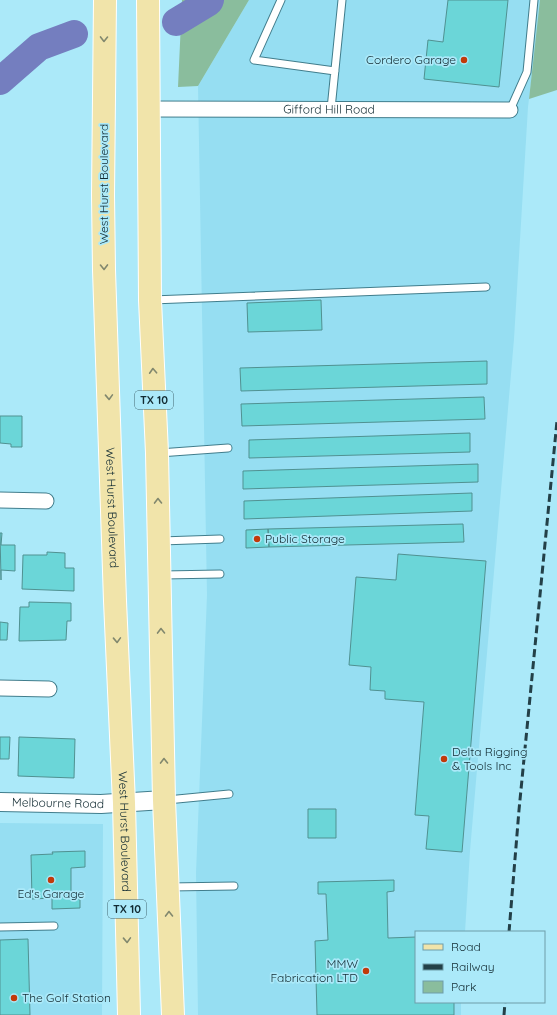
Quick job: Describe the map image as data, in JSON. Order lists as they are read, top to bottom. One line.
{"streets":{"main road":["West Hurst Boulevard","TX 10"],"street":["Gifford Hill Road","Melbourne Road"]},"crossings":[["Gifford Hill Road","TX 10"],["West Hurst Boulevard","Melbourne Road"],["TX 10","Melbourne Road"]],"places":["Cordero Garage","Public Storage","Delta Rigging & Tools Inc","Ed's Garage","MMW Fabrication LTD","The Golf Station"],"legend":["Road","Railway","Park"]}
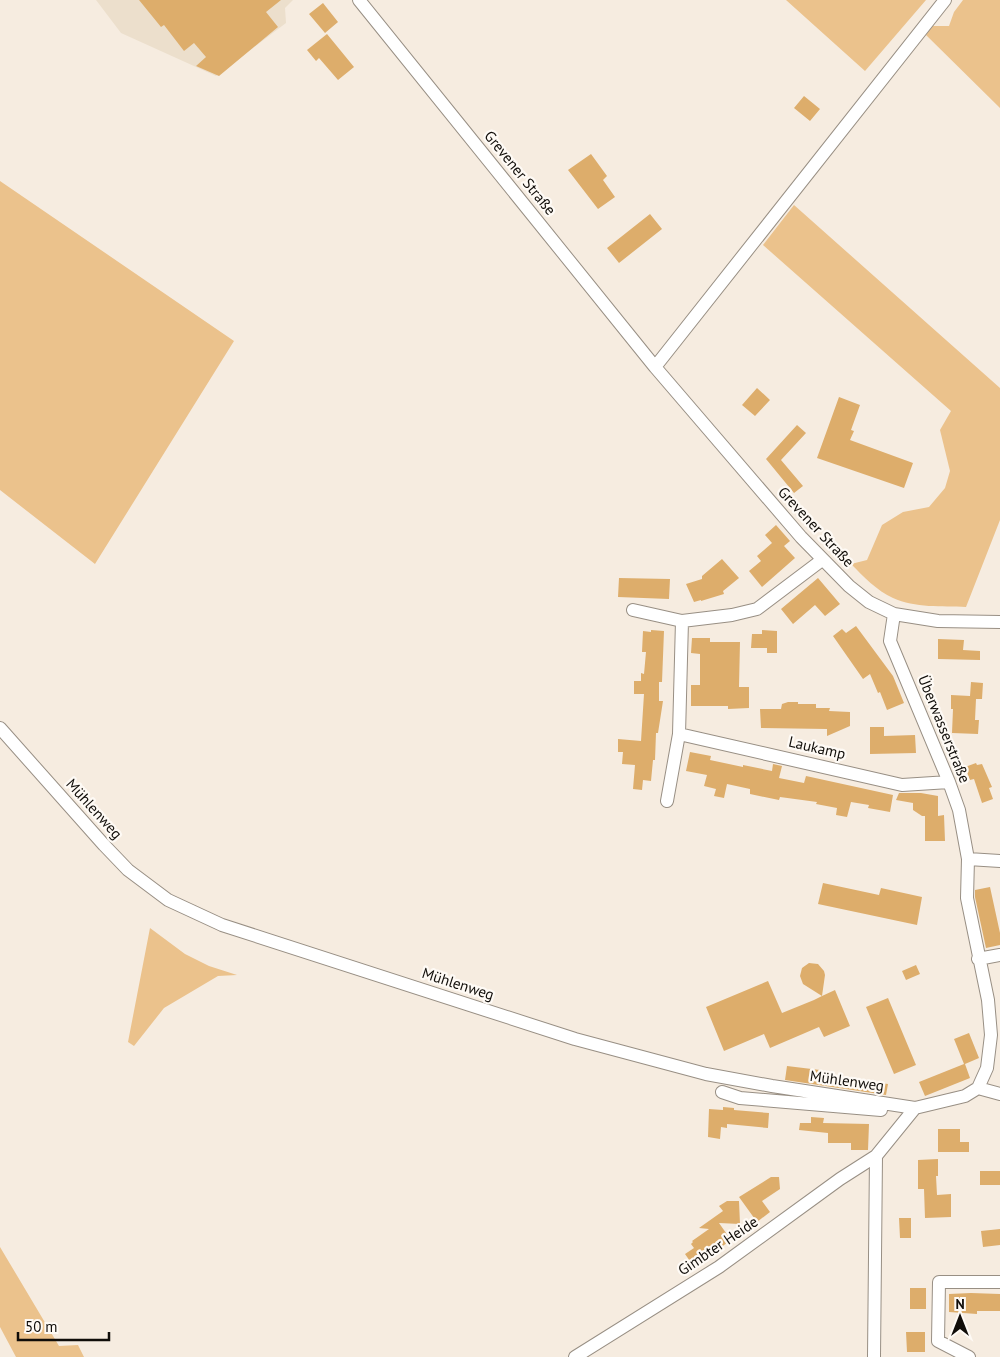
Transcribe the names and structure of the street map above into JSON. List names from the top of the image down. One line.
{"streets":{"street":["Grevener Straße","Überwasserstraße","Laukamp","Mühlenweg","Gimbter Heide"]},"crossings":[["Grevener Straße","Überwasserstraße"],["Überwasserstraße","Laukamp"],["Überwasserstraße","Mühlenweg"],["Mühlenweg","Gimbter Heide"]],"scale_bar":"50 m","north":"top"}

### Directions
Skipping all pictures, set the listing down exactly as written.

### Result of this exercise
Quick job: Describe the map image as data, in JSON. Order lists as they are read, top to bottom. One line.
{"streets":{"main road":["West Hurst Boulevard","TX 10"],"street":["Gifford Hill Road","Melbourne Road"]},"crossings":[["Gifford Hill Road","TX 10"],["West Hurst Boulevard","Melbourne Road"],["TX 10","Melbourne Road"]],"places":["Cordero Garage","Public Storage","Delta Rigging & Tools Inc","Ed's Garage","MMW Fabrication LTD","The Golf Station"],"legend":["Road","Railway","Park"]}
Transcribe the names and structure of the street map above into JSON. List names from the top of the image down. One line.
{"streets":{"street":["Grevener Straße","Überwasserstraße","Laukamp","Mühlenweg","Gimbter Heide"]},"crossings":[["Grevener Straße","Überwasserstraße"],["Überwasserstraße","Laukamp"],["Überwasserstraße","Mühlenweg"],["Mühlenweg","Gimbter Heide"]],"scale_bar":"50 m","north":"top"}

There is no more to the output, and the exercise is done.